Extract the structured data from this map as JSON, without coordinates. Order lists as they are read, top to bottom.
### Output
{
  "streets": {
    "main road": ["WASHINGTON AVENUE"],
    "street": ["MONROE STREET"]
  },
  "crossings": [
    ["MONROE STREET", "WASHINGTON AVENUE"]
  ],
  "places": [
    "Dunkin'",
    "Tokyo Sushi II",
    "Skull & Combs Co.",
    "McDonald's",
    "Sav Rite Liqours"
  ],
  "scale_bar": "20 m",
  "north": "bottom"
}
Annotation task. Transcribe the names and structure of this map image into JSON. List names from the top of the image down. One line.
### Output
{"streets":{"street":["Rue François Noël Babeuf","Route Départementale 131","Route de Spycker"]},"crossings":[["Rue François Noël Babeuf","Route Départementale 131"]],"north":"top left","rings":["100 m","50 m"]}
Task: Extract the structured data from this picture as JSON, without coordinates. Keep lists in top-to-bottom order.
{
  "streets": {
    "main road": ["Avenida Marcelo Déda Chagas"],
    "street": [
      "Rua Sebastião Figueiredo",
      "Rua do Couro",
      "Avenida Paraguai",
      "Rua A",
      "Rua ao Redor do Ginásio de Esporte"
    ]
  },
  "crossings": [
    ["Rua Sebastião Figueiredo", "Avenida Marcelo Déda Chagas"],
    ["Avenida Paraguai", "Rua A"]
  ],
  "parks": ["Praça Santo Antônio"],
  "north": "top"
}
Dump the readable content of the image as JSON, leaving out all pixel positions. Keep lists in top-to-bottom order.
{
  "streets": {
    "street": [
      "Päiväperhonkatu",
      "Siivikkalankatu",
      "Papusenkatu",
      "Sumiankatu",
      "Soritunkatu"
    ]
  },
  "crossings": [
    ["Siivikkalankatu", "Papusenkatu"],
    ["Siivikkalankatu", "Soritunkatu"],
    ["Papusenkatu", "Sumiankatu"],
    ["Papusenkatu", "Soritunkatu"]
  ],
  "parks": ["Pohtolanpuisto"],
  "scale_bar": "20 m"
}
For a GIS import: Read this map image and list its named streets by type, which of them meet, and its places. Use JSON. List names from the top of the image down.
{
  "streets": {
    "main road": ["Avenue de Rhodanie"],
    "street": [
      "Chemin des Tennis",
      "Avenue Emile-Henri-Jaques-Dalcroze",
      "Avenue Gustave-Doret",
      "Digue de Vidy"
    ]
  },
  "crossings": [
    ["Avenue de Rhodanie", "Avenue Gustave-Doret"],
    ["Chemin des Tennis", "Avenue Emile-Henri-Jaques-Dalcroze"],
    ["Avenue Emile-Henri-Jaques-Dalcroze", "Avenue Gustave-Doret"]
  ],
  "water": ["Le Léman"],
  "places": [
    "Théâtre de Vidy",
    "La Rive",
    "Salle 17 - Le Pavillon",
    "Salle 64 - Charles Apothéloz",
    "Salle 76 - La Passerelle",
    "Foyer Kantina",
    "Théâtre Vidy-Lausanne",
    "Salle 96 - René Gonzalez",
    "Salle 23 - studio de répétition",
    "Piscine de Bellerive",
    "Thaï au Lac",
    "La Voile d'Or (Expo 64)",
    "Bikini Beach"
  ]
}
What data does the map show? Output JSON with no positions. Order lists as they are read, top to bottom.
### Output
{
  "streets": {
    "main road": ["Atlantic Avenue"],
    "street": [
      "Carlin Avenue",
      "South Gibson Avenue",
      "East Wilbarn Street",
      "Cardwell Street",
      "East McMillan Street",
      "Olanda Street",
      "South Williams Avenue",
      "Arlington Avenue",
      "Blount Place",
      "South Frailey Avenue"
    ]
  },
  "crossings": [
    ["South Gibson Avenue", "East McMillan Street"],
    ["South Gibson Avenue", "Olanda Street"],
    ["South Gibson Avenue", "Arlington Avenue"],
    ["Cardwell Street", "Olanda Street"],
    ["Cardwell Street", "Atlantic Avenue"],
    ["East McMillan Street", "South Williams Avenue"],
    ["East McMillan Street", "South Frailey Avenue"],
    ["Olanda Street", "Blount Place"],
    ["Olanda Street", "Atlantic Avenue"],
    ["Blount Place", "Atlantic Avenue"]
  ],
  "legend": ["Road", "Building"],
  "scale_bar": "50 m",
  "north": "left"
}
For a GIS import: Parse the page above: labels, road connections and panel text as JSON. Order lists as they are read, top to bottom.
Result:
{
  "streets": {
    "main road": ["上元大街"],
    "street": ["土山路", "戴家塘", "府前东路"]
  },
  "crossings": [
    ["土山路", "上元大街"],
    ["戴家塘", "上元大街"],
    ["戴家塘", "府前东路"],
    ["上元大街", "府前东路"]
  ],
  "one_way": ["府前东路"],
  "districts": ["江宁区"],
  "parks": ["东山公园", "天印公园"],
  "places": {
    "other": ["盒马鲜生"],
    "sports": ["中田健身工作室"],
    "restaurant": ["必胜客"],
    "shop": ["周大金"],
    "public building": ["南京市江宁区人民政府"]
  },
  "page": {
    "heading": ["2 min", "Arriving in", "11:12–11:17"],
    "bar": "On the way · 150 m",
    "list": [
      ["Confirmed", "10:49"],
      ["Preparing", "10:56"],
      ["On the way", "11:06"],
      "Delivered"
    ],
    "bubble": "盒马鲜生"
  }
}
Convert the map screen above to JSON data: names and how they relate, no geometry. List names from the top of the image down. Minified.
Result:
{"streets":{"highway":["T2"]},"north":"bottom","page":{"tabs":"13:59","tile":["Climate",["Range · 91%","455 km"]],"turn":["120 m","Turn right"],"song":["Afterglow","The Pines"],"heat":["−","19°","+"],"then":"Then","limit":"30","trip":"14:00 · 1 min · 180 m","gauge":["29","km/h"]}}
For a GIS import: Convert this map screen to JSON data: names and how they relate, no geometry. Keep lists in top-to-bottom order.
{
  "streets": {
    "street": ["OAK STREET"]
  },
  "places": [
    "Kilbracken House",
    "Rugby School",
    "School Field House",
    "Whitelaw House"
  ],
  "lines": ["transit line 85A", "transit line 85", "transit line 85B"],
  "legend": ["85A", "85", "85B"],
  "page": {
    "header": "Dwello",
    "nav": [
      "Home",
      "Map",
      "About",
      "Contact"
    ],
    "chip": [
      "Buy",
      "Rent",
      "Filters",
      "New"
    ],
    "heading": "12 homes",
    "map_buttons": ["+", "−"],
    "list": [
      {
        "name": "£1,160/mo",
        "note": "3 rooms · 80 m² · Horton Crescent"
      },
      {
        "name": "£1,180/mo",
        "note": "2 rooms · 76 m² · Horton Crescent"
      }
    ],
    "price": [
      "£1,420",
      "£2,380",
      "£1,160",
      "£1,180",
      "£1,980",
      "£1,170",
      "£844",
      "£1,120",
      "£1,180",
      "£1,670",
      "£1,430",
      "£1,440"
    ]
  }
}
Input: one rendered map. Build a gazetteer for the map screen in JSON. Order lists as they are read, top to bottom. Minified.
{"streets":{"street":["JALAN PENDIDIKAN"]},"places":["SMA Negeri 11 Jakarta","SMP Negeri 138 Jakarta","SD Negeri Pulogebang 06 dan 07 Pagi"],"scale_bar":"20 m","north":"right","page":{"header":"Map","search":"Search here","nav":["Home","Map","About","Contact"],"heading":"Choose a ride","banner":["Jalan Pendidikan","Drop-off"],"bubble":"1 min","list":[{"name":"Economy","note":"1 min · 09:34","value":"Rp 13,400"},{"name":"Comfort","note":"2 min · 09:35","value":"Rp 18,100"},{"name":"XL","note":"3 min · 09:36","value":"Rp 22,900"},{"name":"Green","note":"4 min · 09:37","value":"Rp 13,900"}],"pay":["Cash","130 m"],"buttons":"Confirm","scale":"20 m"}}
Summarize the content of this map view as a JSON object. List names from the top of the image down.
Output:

_____

Exercise aim —
Copy out every line of the entries where the string "above" shows up.

Task result —
For a GIS import: Parse the page above: labels, road connections and panel text as JSON. Order lists as they are read, top to bottom.
Convert the map screen above to JSON data: names and how they relate, no geometry. List names from the top of the image down. Minified.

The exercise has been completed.